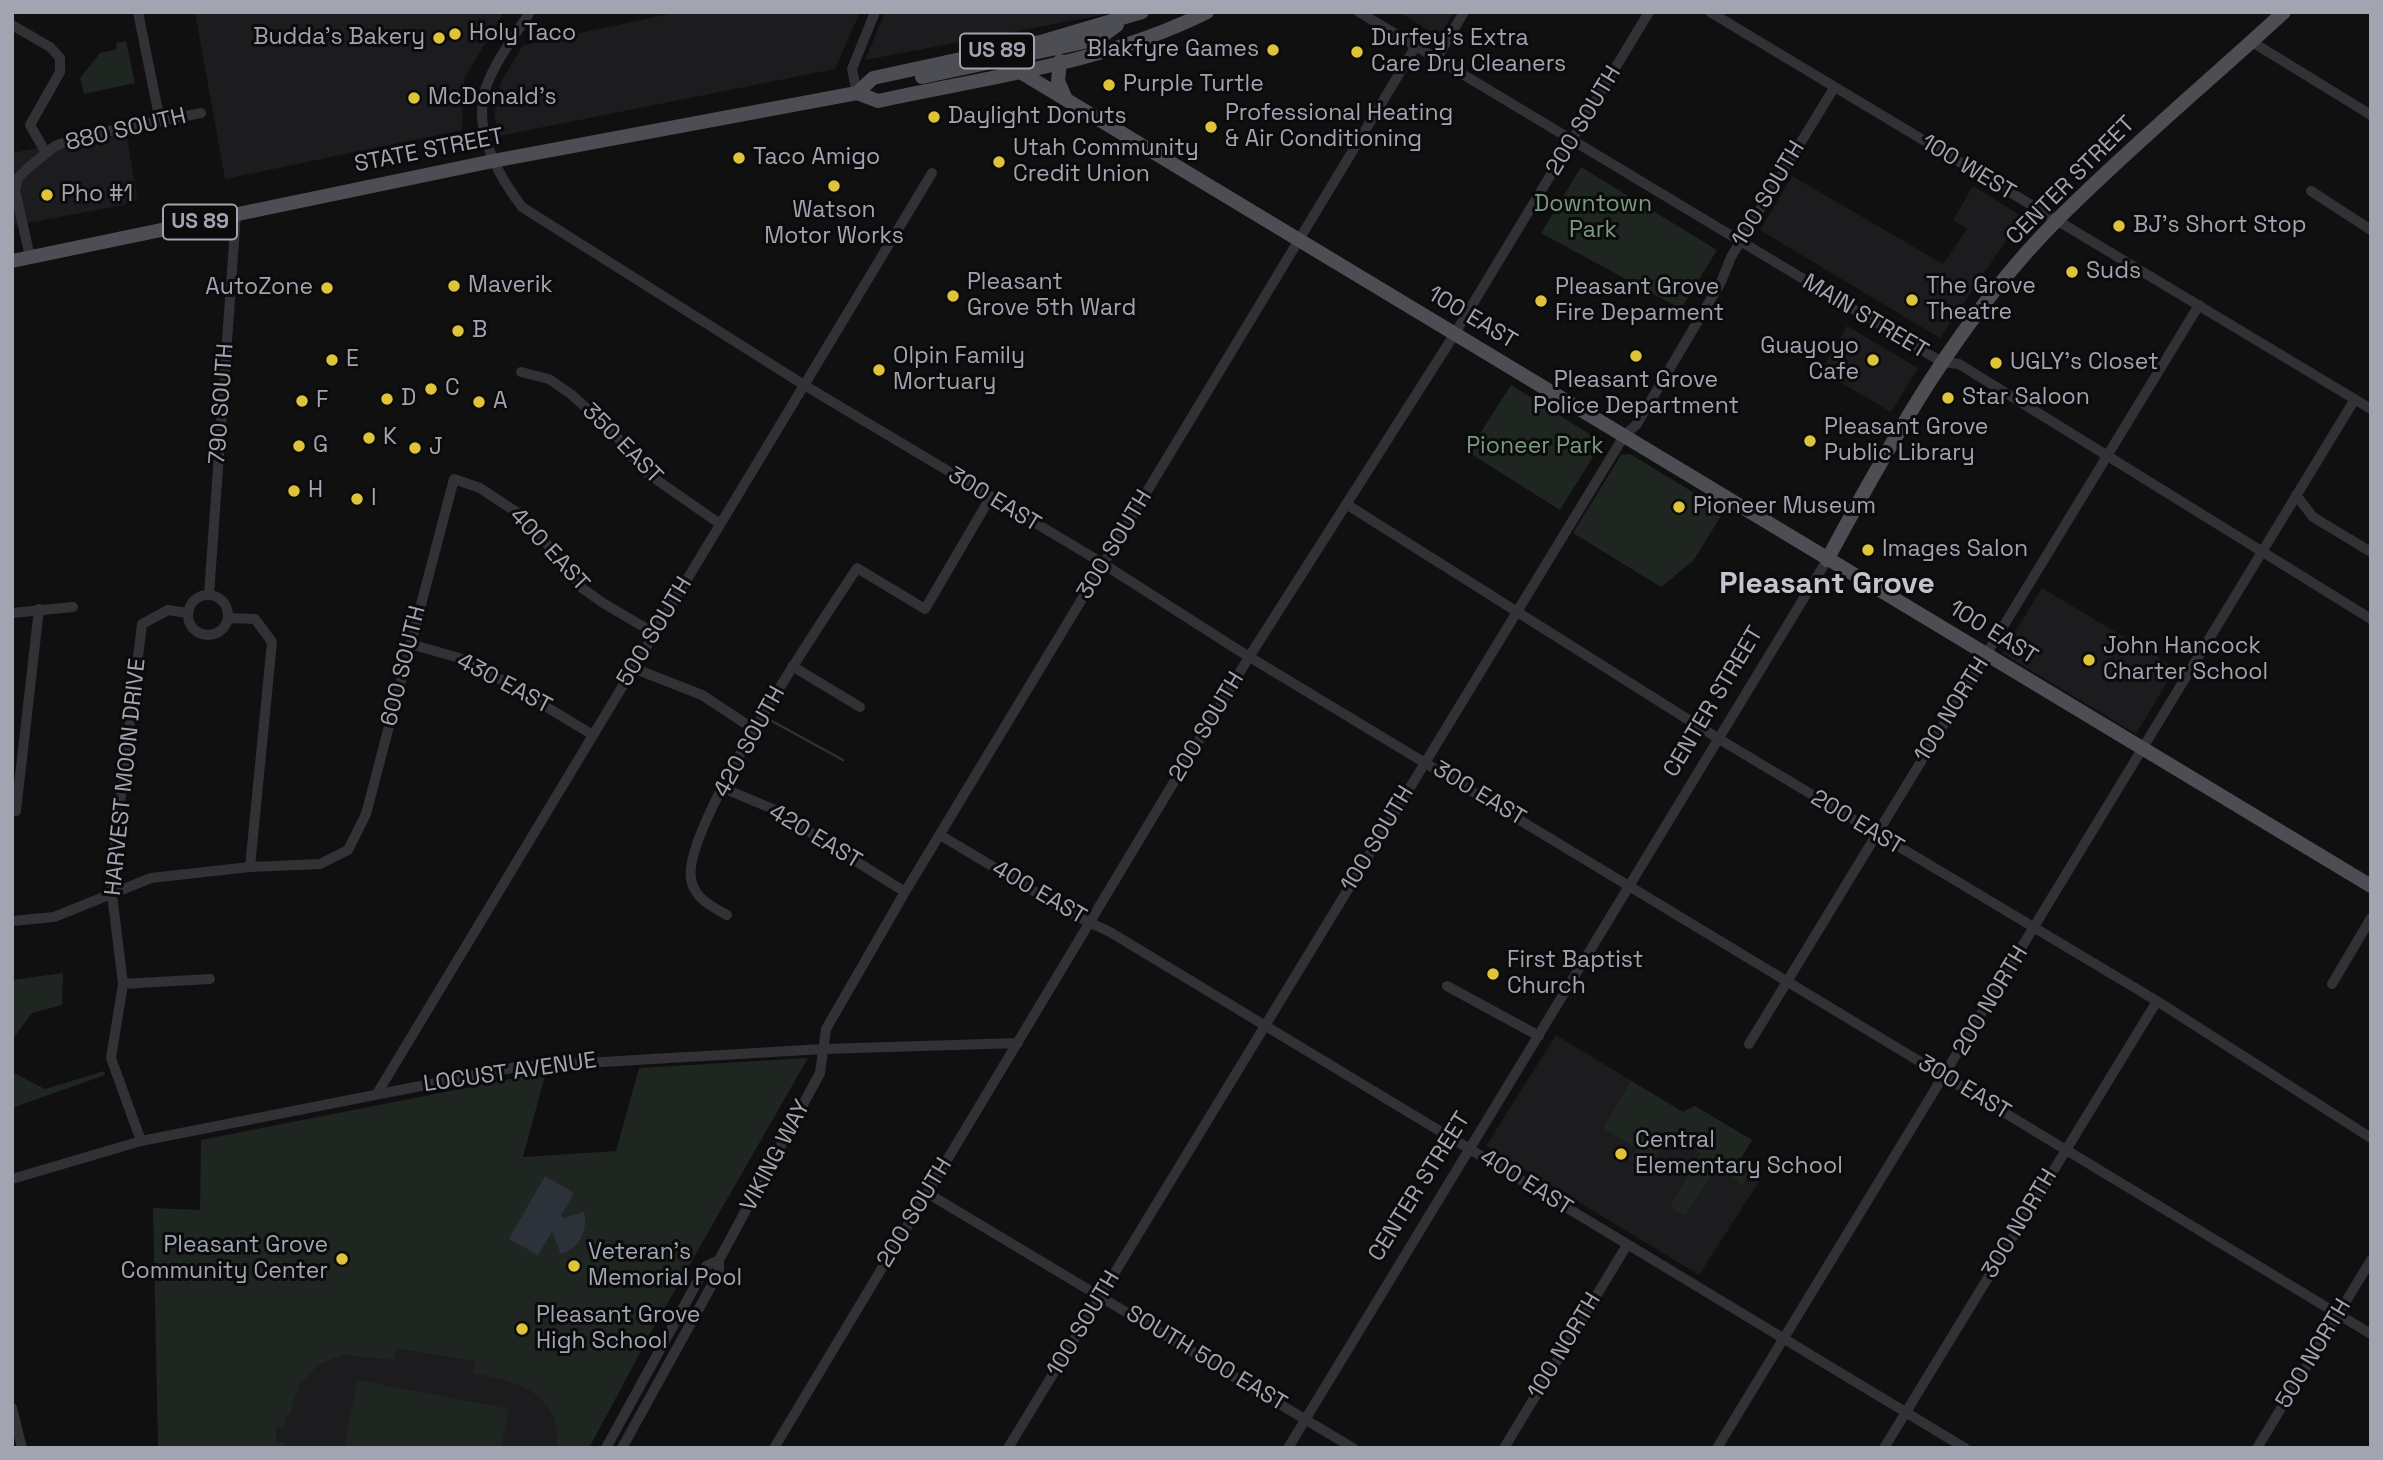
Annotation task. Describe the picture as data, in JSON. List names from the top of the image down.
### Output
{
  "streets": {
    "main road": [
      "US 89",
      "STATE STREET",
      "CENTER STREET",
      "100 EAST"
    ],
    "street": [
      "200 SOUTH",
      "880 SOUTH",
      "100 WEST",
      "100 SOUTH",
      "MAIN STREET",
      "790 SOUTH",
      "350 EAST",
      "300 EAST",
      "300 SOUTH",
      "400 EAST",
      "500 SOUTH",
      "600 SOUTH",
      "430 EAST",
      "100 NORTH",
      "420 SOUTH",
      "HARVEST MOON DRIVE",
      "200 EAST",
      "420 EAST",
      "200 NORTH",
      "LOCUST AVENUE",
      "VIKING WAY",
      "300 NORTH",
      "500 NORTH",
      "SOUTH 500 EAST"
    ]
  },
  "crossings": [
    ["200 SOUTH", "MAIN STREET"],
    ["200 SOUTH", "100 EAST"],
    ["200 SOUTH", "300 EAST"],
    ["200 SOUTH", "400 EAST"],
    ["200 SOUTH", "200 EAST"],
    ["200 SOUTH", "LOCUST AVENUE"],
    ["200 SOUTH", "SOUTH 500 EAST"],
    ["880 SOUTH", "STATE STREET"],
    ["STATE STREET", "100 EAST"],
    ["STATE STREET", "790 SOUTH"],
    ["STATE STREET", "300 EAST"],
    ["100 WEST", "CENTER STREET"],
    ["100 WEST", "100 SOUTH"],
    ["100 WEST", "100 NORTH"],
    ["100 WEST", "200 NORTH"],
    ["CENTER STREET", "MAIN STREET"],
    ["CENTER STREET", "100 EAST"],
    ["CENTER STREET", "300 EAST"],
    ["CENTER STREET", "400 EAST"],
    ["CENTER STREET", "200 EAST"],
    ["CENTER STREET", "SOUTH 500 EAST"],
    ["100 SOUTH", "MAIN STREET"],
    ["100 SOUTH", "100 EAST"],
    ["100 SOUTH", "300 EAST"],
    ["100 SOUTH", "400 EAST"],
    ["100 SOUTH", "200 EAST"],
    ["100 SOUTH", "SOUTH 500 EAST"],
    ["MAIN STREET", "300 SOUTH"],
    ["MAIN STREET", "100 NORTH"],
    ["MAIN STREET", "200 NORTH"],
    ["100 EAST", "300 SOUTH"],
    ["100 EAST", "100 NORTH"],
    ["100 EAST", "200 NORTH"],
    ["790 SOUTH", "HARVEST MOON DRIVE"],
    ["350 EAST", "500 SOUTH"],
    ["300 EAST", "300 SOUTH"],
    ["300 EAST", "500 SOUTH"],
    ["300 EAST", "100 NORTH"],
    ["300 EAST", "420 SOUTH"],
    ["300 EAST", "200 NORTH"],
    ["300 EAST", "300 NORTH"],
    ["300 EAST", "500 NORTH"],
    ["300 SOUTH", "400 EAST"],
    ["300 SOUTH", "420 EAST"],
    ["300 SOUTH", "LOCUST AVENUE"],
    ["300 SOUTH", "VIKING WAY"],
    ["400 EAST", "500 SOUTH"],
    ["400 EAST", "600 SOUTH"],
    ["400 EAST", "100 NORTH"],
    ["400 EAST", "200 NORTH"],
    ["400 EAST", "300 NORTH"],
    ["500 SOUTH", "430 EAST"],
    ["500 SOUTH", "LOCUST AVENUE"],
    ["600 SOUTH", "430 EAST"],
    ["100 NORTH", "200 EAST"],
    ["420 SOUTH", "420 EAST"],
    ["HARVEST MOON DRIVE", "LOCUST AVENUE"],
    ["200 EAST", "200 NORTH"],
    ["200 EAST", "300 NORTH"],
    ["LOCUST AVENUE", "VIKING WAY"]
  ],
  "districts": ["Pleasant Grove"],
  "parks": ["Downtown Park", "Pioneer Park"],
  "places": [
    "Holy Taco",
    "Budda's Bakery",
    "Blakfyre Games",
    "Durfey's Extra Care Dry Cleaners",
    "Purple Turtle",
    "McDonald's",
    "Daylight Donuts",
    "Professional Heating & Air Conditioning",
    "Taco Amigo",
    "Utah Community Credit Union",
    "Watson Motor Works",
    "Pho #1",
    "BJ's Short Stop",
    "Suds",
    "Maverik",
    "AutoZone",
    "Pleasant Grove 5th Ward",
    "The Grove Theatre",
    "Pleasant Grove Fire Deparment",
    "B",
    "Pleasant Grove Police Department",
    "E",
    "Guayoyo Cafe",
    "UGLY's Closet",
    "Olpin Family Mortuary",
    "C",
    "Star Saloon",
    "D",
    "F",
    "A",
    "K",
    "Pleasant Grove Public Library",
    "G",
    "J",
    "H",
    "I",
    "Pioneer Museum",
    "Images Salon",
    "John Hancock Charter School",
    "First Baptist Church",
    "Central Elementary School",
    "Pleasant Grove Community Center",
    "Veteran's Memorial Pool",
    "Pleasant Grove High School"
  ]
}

YOUR INSTRUCTIONS —
Copy whichever lines above contain the string "LOCUST".

EXERCISE RESULT —
      "LOCUST AVENUE",
    ["200 SOUTH", "LOCUST AVENUE"],
    ["300 SOUTH", "LOCUST AVENUE"],
    ["500 SOUTH", "LOCUST AVENUE"],
    ["HARVEST MOON DRIVE", "LOCUST AVENUE"],
    ["LOCUST AVENUE", "VIKING WAY"]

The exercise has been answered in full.